**AIM OF THE TASK:**
Every record is to be printed exactly as written; pictures are to be omitted.
*** Opening RECORDS PROVIDED ***
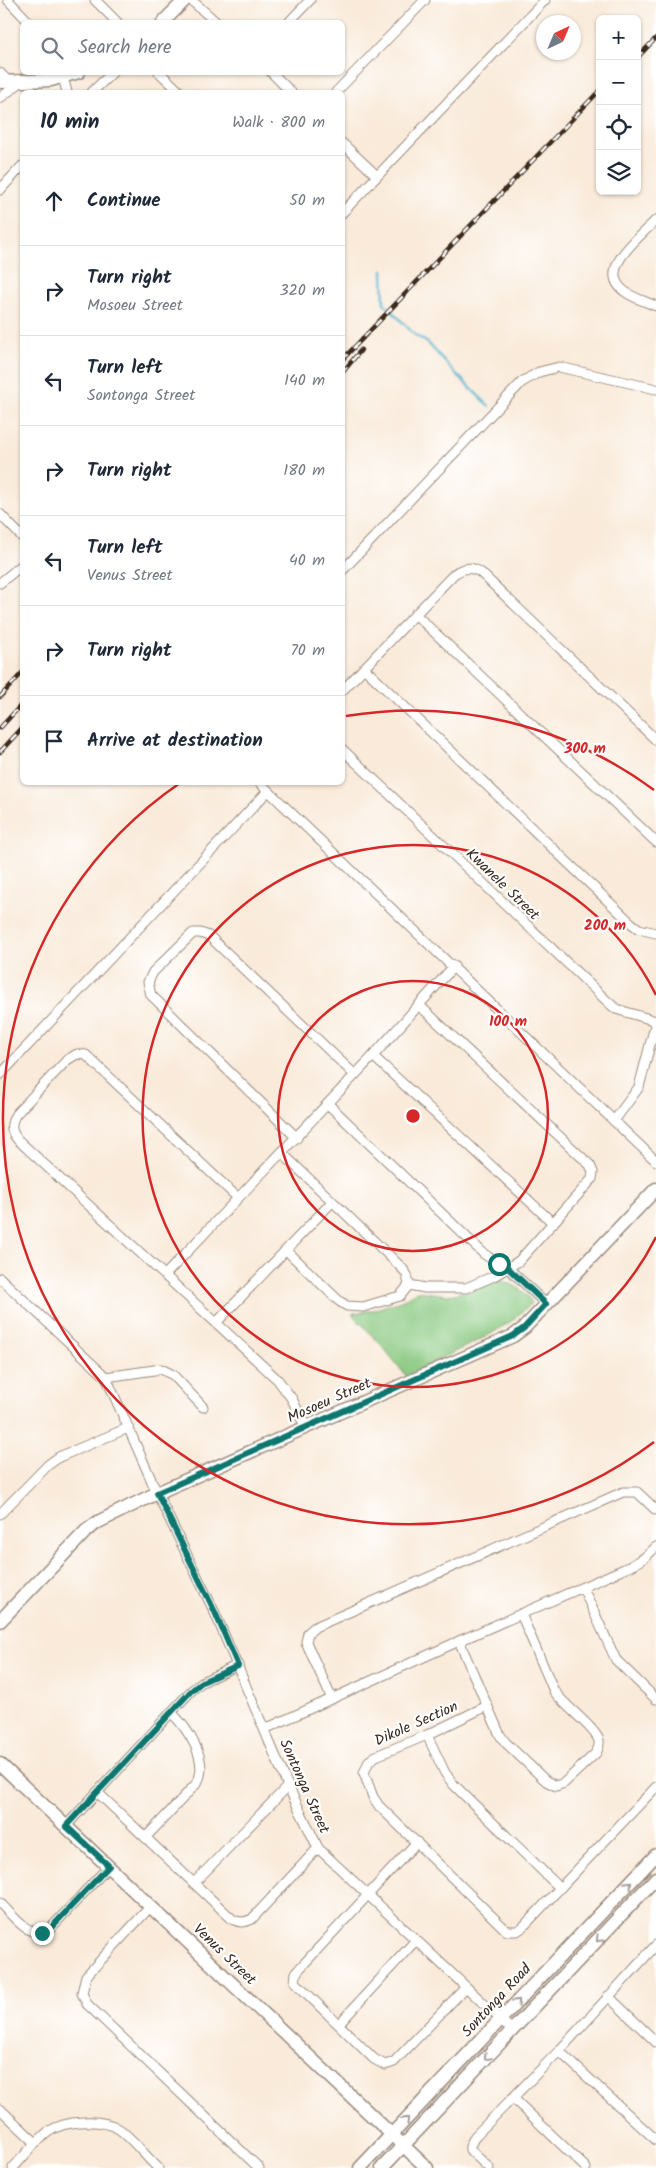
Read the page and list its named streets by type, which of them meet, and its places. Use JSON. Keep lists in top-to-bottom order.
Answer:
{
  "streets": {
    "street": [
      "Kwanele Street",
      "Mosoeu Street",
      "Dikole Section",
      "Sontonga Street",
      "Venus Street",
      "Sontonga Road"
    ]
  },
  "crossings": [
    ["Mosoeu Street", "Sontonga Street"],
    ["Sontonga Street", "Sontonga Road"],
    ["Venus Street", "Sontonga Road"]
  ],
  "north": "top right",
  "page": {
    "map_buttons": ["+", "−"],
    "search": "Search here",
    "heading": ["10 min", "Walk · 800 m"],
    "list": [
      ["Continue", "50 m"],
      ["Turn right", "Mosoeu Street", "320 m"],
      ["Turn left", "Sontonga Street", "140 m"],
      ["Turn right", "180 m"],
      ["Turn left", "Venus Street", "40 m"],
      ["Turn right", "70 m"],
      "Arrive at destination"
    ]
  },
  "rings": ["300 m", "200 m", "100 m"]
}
*** Closing RECORDS PROVIDED ***
**ANSWER TO THIS TASK:**
Read the page and list its named streets by type, which of them meet, and its places. Use JSON. Keep lists in top-to-bottom order.
Answer:
{
  "streets": {
    "street": [
      "Kwanele Street",
      "Mosoeu Street",
      "Dikole Section",
      "Sontonga Street",
      "Venus Street",
      "Sontonga Road"
    ]
  },
  "crossings": [
    ["Mosoeu Street", "Sontonga Street"],
    ["Sontonga Street", "Sontonga Road"],
    ["Venus Street", "Sontonga Road"]
  ],
  "north": "top right",
  "page": {
    "map_buttons": ["+", "−"],
    "search": "Search here",
    "heading": ["10 min", "Walk · 800 m"],
    "list": [
      ["Continue", "50 m"],
      ["Turn right", "Mosoeu Street", "320 m"],
      ["Turn left", "Sontonga Street", "140 m"],
      ["Turn right", "180 m"],
      ["Turn left", "Venus Street", "40 m"],
      ["Turn right", "70 m"],
      "Arrive at destination"
    ]
  },
  "rings": ["300 m", "200 m", "100 m"]
}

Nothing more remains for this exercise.